Who is using Python today?

Not yet convinced? Let's take a very brief look at the companies that are using Python today: Google, YouTube, Dropbox, Yahoo!, Zope Corporation, Industrial Light & Magic, Walt Disney Feature Animation, Blender 3D, Pixar, NASA, the NSA, Red Hat, Nokia, IBM, Netflix, Yelp, Intel, Cisco, HP, Qualcomm, and JPMorgan Chase, to name just a few.

Even games such as Battlefield 2, Civilization IV, and QuArK are implemented using Python.

Python is used in many different contexts, such as system programming, web programming, GUI applications, gaming and robotics, rapid prototyping, system integration, data science, database applications, and much more. Several prestigious universities have also adopted Python as their main language in computer science courses.

Setting up the environment

Before we talk about installing Python on your system, let me tell you about which Python version I'll be using in this book.

Python 2 versus Python 3

Python comes in two main versions: Python 2, which is the past, and Python 3, which is the present. The two versions, though very similar, are incompatible in some respects.

In the real world, Python 2 is actually quite far from being the past. In short, even though Python 3 has been out since 2008, the transition phase from Version 2 is still far from being over. This is mostly due to the fact that Python 2 is widely used in the industry, and of course, companies aren't so keen on updating their systems just for the sake of updating them, following the if it ain't broke, don't fix it philosophy. You can read all about the transition between the two versions on the web.

Another issue that has hindered the transition is the availability of third-party libraries. Usually, a Python project relies on tens of external libraries, and of course, when you start a new project, you need to be sure that there is already a Version-3-compatible library for any business requirement that may come up. If that's not the case, starting a brand-new project in Python 3 means introducing a potential risk, which many companies are not happy to take.

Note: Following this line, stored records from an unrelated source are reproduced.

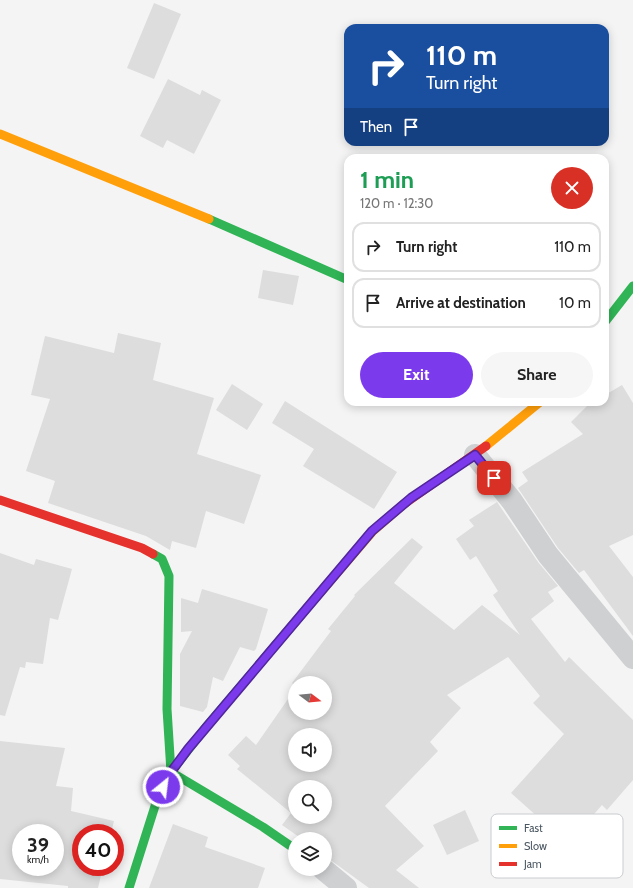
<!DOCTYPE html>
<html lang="en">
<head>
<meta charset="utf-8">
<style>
	:root { --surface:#fff; --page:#f6f6f6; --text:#222; --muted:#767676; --line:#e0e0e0; --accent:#7c3aed }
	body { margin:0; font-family:Cabin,sans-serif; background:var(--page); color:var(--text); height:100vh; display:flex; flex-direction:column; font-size:15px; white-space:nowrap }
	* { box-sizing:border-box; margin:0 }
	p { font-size:13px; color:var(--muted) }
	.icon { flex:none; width:22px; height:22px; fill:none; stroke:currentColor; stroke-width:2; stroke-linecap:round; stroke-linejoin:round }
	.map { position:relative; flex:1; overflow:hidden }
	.sheet { position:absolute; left:344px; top:154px; width:265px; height:252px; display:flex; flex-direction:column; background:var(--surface); border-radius:12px; box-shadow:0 2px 10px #0003 }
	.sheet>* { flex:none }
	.hud { position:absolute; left:344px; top:24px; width:265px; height:122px; border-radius:12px; box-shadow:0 2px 10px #0003; background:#1a4fa0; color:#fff; overflow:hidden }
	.needle { width:26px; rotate:106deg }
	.tools { position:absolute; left:288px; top:676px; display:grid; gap:8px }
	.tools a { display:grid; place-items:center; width:44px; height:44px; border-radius:50%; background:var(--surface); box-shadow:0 2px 10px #0003; font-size:20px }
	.speed { position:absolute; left:12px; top:824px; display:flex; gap:8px; font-size:20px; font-weight:700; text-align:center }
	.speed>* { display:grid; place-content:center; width:52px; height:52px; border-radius:50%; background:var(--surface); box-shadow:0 2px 10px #0003; line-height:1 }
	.speed small { font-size:10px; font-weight:400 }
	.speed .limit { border:6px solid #d22; background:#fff; color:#111 }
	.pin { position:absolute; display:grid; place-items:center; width:34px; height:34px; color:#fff; margin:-17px; border-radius:8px; box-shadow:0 2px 6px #0006 }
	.me { position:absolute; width:44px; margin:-22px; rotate:29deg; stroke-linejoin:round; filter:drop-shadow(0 0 3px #0008) }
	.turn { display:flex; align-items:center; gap:14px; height:84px; padding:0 16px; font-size:18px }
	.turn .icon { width:52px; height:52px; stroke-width:2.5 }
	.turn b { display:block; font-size:28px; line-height:34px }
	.then { display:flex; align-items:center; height:38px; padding:0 16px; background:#0003; gap:8px; font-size:15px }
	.round { display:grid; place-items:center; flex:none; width:42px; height:42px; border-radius:21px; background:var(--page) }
	.head { display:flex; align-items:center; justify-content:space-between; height:68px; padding:0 16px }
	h1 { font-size:24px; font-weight:800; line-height:30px; color:#1e9e55 }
	.primary-button { display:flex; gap:8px; margin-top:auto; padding:8px 16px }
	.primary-button a { flex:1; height:46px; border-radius:24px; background:var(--accent); color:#fff; font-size:16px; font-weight:800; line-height:46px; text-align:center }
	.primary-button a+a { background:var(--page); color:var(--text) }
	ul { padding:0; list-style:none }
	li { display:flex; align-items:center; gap:12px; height:50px; margin:0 8px 6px; padding:0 8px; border:2px solid var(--line); border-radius:12px }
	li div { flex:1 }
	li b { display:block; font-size:15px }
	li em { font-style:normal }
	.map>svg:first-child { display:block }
	.building { fill:#ddddde; fill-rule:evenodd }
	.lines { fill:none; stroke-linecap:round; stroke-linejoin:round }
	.street { stroke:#ced0d2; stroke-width:22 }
	.fast { stroke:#30b455; stroke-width:9 }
	.slow { stroke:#ff9f0a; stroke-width:9 }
	.jam { stroke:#e5322d; stroke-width:9 }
	.route-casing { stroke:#51269a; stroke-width:10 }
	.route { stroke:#7c3aed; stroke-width:7 }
	.key { fill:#fff; stroke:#c9ccd0; stroke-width:1 }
	.key-label { font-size:11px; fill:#4a5661 }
</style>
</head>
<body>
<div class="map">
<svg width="633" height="888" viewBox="0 0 633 888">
	<rect width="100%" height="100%" fill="#f4f4f4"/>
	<!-- building -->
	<path class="building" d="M154,3L181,14L154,79L127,68Z
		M168,79L200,95L202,90L221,100L194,154L167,140L163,148L140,136Z
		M263,270L299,276L293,305L258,298Z
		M118,333L161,343L153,380L214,398L197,454L261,475L244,524L206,511L196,548L172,541L170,550L146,536L48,503L55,481L26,471L50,399L31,395L45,336L114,353Z
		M232,384L263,404L247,430L216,410Z
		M622,385L633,403V535L609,546L633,577V636L584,570L579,573L558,548L518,488L528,481L522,472L583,434L571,422L589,404L592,402H605V395Z
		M285,401L397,472L374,509L303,466L314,449L272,423Z
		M497,502L538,562L558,586L548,592L554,601L531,619L565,662L569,657L633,720V780L607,810L602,805L568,844L511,793L564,734L533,703L540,696L508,657L447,695L461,708L430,742L438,751L385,806L424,846L396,870L419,888H369L325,856V839H302L282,825L291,813L237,769L240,766L228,755L246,736L256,745L295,689V713H325V683H295V686L292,683L331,631L328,629L355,596L354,595L412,538L423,547L394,583L454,630L482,605L520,635L493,595L498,591L476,556L470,560L456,539L474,526L469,520ZM295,735H325V765H295ZM295,787H325V817H295Z
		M0,553L34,565L36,559L72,569L58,620L50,618L43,664L26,662L25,668L20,667L5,716L0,715Z
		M202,589L268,609L256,649L254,651L240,647L223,681L213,677L207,707L203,712L180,706V654L192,631L181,632V598L198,603Z
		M0,741L65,748L56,786L73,788L71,811L114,821L111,833H81V867H103L98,888H68V886L0,879ZM21,833H55V867H21Z
		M465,810L479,841L447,855L433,825Z
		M173,824L208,837L205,847L265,868L258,888H149Z"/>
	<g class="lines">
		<!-- street -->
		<path class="street" d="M475,455L512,501L548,555L633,658
			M323,869L346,888"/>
		<!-- fast -->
		<path class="fast" d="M209,219L348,280
			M605,322L633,286
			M153,554L162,559L169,576L167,709L171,772
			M171,772L263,827L295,849
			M129,888L155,806L171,772L206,727L307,608"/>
		<!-- slow -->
		<path class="slow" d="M0,134L209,219
			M486,446L540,402
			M307,608L373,531L404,504"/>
		<!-- jam -->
		<path class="jam" d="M0,500L142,548L153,554
			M404,504L486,446"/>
	</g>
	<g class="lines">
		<defs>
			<path id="route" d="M163,787L171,772L188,749L372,531L411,498L475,455L494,478"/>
		</defs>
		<!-- route casing -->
		<use href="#route" class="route-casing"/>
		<!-- route -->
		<use href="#route" class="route"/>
	</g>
	<!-- legend -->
	<rect x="491" y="814" width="132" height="64" rx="6" class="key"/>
	<rect x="499" y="826" width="18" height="4" fill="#30b455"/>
	<rect x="499" y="844" width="18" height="4" fill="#ff9f0a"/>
	<rect x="499" y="862" width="18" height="4" fill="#e5322d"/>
	<g class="key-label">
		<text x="524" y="832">Fast</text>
		<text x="524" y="850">Slow</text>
		<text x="524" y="868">Jam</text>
	</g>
</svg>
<div class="tools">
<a><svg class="needle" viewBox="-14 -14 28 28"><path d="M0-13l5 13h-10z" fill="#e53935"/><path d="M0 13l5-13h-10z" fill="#767676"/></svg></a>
<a><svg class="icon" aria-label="sound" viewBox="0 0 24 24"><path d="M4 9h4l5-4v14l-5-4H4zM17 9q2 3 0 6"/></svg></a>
<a><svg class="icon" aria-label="search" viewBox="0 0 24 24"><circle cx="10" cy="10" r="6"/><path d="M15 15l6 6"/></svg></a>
<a><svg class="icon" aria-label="layers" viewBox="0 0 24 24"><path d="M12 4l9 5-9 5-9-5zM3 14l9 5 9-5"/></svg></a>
</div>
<div class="speed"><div>39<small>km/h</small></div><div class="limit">40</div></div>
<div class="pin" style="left:494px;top:478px;background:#d93025"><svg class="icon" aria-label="arrive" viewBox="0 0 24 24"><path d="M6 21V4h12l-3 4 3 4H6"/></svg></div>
<svg class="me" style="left:163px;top:787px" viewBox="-20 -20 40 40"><circle r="17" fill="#7c3aed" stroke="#fff" stroke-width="3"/><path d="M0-11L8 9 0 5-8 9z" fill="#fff"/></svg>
<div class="hud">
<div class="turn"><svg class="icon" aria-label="right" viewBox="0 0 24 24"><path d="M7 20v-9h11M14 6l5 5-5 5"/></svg><div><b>110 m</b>Turn right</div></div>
<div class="then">Then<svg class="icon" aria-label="arrive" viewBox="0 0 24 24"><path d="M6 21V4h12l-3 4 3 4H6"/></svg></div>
</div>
<section class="sheet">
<div class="head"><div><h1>1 min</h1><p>120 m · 12:30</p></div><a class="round" style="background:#d93025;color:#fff"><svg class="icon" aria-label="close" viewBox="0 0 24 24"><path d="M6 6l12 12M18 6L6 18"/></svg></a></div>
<ul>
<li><svg class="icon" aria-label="right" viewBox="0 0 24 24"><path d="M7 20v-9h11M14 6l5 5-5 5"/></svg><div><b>Turn right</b></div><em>110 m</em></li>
<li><svg class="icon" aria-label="arrive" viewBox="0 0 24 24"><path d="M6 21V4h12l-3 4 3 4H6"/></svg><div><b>Arrive at destination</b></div><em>10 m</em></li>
</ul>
<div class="primary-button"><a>Exit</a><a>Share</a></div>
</section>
</div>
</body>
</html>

At the time of writing, though, the majority of the most widely used libraries have been ported to Python 3, and it's quite safe to start a project in Python 3 for most cases. Many of the libraries have been rewritten so that they are compatible with both versions, mostly harnessing the power of the six library (the name comes from the multiplication 2 x 3, due to the porting from Version 2 to 3), which helps introspecting and adapting the behavior according to the version used. According to PEP 373 (https://legacy.python.org/dev/peps/pep-0373/), the end of life (EOL) of Python 2.7 has been set to 2020, and there won't be a Python 2.8, so this is the time when companies that have projects running in Python 2 need to start devising an upgrade strategy to move to Python 3 before it's too late.

On my box (MacBook Pro), this is the latest Python version I have:

>>> import sys

>>> print(sys.version)

3.7.0a3 (default, Jan 27 2018, 00:46:45)

[Clang 9.0.0 (clang-900.0.39.2)]

So you can see that the version is an alpha release of Python 3.7, which will be released in June 2018. The preceding text is a little bit of Python code that I typed into my console. We'll talk about it in a moment.